What this task involves
Nothing in the listing below should change; retype it as is.
________________________
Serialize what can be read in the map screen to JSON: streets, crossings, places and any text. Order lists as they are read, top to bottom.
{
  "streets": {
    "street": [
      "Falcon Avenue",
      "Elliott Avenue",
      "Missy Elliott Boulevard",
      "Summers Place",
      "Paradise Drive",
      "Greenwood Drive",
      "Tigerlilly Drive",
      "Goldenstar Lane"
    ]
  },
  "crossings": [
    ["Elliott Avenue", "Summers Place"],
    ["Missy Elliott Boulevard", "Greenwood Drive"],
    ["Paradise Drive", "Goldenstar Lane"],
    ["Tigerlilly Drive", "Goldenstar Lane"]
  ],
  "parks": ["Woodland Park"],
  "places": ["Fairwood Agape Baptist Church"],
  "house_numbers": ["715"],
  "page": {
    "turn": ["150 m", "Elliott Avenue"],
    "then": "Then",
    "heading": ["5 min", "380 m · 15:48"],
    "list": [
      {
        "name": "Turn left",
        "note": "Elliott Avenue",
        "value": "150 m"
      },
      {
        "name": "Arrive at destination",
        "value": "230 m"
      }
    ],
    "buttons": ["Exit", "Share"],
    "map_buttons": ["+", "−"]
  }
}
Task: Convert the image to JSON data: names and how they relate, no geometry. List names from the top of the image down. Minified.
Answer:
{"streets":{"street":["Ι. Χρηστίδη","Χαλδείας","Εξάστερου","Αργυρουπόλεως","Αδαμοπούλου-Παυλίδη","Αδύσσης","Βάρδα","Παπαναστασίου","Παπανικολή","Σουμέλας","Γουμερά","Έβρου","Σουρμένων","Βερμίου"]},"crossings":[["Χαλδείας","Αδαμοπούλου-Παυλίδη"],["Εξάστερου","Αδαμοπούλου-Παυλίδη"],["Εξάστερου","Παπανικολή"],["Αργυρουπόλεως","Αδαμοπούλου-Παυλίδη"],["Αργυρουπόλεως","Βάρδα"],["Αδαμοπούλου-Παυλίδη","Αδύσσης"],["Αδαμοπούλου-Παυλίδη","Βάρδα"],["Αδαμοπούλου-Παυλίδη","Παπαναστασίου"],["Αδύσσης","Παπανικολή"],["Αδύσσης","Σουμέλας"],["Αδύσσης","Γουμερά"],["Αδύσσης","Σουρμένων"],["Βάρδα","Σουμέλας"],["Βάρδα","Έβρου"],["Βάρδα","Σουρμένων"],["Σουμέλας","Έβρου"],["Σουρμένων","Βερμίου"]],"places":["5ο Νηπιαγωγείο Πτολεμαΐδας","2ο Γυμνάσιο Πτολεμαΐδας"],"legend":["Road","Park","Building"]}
________________________
Completed task
Serialize what can be read in the map screen to JSON: streets, crossings, places and any text. Order lists as they are read, top to bottom.
{
  "streets": {
    "street": [
      "Falcon Avenue",
      "Elliott Avenue",
      "Missy Elliott Boulevard",
      "Summers Place",
      "Paradise Drive",
      "Greenwood Drive",
      "Tigerlilly Drive",
      "Goldenstar Lane"
    ]
  },
  "crossings": [
    ["Elliott Avenue", "Summers Place"],
    ["Missy Elliott Boulevard", "Greenwood Drive"],
    ["Paradise Drive", "Goldenstar Lane"],
    ["Tigerlilly Drive", "Goldenstar Lane"]
  ],
  "parks": ["Woodland Park"],
  "places": ["Fairwood Agape Baptist Church"],
  "house_numbers": ["715"],
  "page": {
    "turn": ["150 m", "Elliott Avenue"],
    "then": "Then",
    "heading": ["5 min", "380 m · 15:48"],
    "list": [
      {
        "name": "Turn left",
        "note": "Elliott Avenue",
        "value": "150 m"
      },
      {
        "name": "Arrive at destination",
        "value": "230 m"
      }
    ],
    "buttons": ["Exit", "Share"],
    "map_buttons": ["+", "−"]
  }
}
Task: Convert the image to JSON data: names and how they relate, no geometry. List names from the top of the image down. Minified.
Answer:
{"streets":{"street":["Ι. Χρηστίδη","Χαλδείας","Εξάστερου","Αργυρουπόλεως","Αδαμοπούλου-Παυλίδη","Αδύσσης","Βάρδα","Παπαναστασίου","Παπανικολή","Σουμέλας","Γουμερά","Έβρου","Σουρμένων","Βερμίου"]},"crossings":[["Χαλδείας","Αδαμοπούλου-Παυλίδη"],["Εξάστερου","Αδαμοπούλου-Παυλίδη"],["Εξάστερου","Παπανικολή"],["Αργυρουπόλεως","Αδαμοπούλου-Παυλίδη"],["Αργυρουπόλεως","Βάρδα"],["Αδαμοπούλου-Παυλίδη","Αδύσσης"],["Αδαμοπούλου-Παυλίδη","Βάρδα"],["Αδαμοπούλου-Παυλίδη","Παπαναστασίου"],["Αδύσσης","Παπανικολή"],["Αδύσσης","Σουμέλας"],["Αδύσσης","Γουμερά"],["Αδύσσης","Σουρμένων"],["Βάρδα","Σουμέλας"],["Βάρδα","Έβρου"],["Βάρδα","Σουρμένων"],["Σουμέλας","Έβρου"],["Σουρμένων","Βερμίου"]],"places":["5ο Νηπιαγωγείο Πτολεμαΐδας","2ο Γυμνάσιο Πτολεμαΐδας"],"legend":["Road","Park","Building"]}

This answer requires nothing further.